→ TASK TO CARRY OUT: Transcribe the records below from the first line to the line that includes "0 #67533c) drop-shadow(-2px", inclusive, and omit the pictures.

§ §

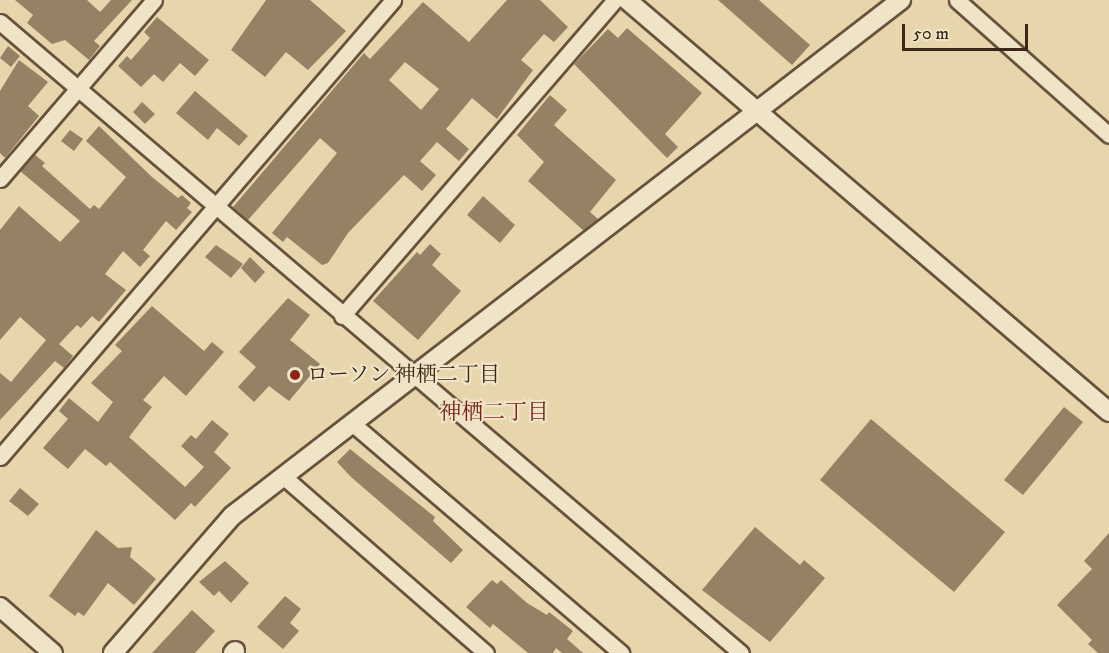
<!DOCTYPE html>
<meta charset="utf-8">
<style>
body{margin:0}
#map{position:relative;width:1109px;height:653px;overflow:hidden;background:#e7d5ab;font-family:"IM FELL DW Pica","Noto Serif JP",serif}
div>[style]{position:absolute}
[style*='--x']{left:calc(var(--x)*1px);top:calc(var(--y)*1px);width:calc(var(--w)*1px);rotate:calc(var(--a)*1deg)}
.building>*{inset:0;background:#958264}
.roads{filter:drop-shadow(2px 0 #67533c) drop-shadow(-2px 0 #67533c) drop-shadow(0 2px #67533c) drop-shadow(0 -2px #67533c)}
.minor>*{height:15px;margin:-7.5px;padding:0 7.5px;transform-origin:7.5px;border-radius:7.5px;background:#efe4c8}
.tertiary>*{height:18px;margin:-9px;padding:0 9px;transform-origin:9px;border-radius:9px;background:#efe4c8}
.dots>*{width:16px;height:16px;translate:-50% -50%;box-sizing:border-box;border:3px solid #efe4c8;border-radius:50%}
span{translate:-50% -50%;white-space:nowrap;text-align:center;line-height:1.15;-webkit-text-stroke:4.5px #efe4c8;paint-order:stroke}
.poi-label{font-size:21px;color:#3c2817}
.left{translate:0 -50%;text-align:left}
.neighbourhood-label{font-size:22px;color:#7a1f14}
.scale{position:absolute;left:902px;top:24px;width:126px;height:27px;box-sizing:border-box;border:3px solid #3c2817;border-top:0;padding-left:8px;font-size:18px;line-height:21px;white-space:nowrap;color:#3c2817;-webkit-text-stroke:4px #efe4c8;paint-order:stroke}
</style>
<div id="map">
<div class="building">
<div style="clip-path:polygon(15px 0,87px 0,100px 12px,111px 0,132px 0,94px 41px,100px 46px,89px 60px,65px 40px,52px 44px,27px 23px,33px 15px)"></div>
<div style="clip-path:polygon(266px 0,310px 0,346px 31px,308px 70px,286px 52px,265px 77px,231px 50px)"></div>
<div style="clip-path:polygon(evenodd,507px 0,540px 0,568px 27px,554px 42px,544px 34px,521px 60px,533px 70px,497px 119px,472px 98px,446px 129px,469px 149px,459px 161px,437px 142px,420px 161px,436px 175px,422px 191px,404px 175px,348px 233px,328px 263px,322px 265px,287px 237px,283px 242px,272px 233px,337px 153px,320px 138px,248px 220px,233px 207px,364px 53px,370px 59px,423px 2px,469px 42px,507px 0,405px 62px,439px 89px,421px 110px,389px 80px,405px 62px)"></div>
<div style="clip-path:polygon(718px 0,759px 0,810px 45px,792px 65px)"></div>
<div style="clip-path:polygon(157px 17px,209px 60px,195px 76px,180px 63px,163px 82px,154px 74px,141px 87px,118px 66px,127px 56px,131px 60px,150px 38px,144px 32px)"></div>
<div style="clip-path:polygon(627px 28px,702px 93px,665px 134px,678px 147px,667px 158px,574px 64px,608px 29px,618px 38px)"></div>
<div style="clip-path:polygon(8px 46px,20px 56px,11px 67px,0 58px)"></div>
<div style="clip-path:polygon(19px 60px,48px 82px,28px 106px,39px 116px,5px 158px,0 153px,0 91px)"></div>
<div style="clip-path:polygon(195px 91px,248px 136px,239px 146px,217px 128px,208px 140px,176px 113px)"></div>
<div style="clip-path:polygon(550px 95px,567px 110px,554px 125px,616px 180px,590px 212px,598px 219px,584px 231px,528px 181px,544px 162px,517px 135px)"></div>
<div style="clip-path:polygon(142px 102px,155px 114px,145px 124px,133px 112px)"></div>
<div style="clip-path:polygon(99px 126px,152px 177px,178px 198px,182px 195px,191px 203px,187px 208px,192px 212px,176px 230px,166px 221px,143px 250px,150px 256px,140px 267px,123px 251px,105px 274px,126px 290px,99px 322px,92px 316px,81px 328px,77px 325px,59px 344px,73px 356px,64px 368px,55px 361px,0 420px,0 373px,11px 382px,46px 340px,20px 317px,0 340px,0 230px,19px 206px,60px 242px,80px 221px,20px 171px,34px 154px,45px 163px,42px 166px,90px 209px,94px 205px,99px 209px,126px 177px,86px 141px)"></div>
<div style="clip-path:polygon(70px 130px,83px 139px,74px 151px,61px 141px)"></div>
<div style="clip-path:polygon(483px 196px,515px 225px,500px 243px,467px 215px)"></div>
<div style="clip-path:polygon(430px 244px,441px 254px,432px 265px,461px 291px,418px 340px,373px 301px,417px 252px,420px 255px)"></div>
<div style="clip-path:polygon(216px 245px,243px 264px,231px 278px,205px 257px)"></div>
<div style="clip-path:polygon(250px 257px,265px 272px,255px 283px,241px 268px)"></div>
<div style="clip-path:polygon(288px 298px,310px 315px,290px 340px,320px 364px,289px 401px,269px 386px,254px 402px,238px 387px,256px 367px,239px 352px)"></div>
<div style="clip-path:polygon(152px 306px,204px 351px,212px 342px,224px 352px,186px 396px,164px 376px,143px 400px,152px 407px,129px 437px,185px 487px,204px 467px,181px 446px,191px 435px,196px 439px,212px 420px,229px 434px,214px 452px,231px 468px,195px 507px,191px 503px,175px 520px,110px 462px,106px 466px,85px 449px,68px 469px,43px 448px,68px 419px,59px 411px,69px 398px,98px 422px,113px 402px,91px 383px,122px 351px,115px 345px)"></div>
<div style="clip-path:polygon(1064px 407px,1083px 422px,1023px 495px,1004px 480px)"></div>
<div style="clip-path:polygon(871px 419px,1005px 532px,954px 592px,820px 480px)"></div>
<div style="clip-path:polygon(350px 449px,435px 517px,433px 521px,463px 550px,451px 563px,351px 477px,337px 462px)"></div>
<div style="clip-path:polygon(20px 488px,39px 504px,28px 516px,9px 501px)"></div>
<div style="clip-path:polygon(755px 527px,800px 565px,804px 560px,825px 578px,770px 642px,702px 590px)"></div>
<div style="clip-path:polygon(96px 530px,118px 548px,132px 547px,130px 557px,156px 579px,134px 605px,108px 583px,84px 616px,78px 612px,75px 616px,49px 596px)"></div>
<div style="clip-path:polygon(1109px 533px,1109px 653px,1098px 653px,1088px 644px,1092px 640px,1057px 605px,1092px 569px,1084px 561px)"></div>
<div style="clip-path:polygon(225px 561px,249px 583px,231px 603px,219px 591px,214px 596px,199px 582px)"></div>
<div style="clip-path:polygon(492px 580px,497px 584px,501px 580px,527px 603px,547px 615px,549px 612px,573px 631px,567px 639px,583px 653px,562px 653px,556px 648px,553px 653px,528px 653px,493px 624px,490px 628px,466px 607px)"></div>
<div style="clip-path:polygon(285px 596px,301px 609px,290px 623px,299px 631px,283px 649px,257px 627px)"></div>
<div style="clip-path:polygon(192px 610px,215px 631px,195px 653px,152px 653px)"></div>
</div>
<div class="roads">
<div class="minor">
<div style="--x:957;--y:0;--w:203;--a:41.6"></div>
<div style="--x:0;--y:22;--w:973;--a:40.42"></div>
<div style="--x:0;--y:179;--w:236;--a:-49.3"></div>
<div style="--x:342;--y:316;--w:418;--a:-49.2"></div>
<div style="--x:353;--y:424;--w:353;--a:40.5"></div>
<div style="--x:0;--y:457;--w:603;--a:-49.31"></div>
<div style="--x:284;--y:477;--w:268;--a:41.1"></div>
</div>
<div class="tertiary">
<div style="--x:627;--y:0;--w:634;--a:40.52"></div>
<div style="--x:0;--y:607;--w:70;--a:41"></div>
<div style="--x:113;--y:653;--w:181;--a:-49"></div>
<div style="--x:232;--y:516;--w:845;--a:-37.64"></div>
<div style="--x:233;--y:653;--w:3;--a:-45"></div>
</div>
</div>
<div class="dots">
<div style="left:295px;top:375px;background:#8f2418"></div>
</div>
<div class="poi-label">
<span class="left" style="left:307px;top:375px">ローソン 神栖二丁目</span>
</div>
<div class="neighbourhood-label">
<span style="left:494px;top:413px">神栖二丁目</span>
</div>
<div class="scale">50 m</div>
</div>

§ §

→ OUTPUT BELOW:
<!DOCTYPE html>
<meta charset="utf-8">
<style>
body{margin:0}
#map{position:relative;width:1109px;height:653px;overflow:hidden;background:#e7d5ab;font-family:"IM FELL DW Pica","Noto Serif JP",serif}
div>[style]{position:absolute}
[style*='--x']{left:calc(var(--x)*1px);top:calc(var(--y)*1px);width:calc(var(--w)*1px);rotate:calc(var(--a)*1deg)}
.building>*{inset:0;background:#958264}
.roads{filter:drop-shadow(2px 0 #67533c) drop-shadow(-2px 0 #67533c) drop-shadow(0 2px #67533c) drop-shadow(0 -2px #67533c)}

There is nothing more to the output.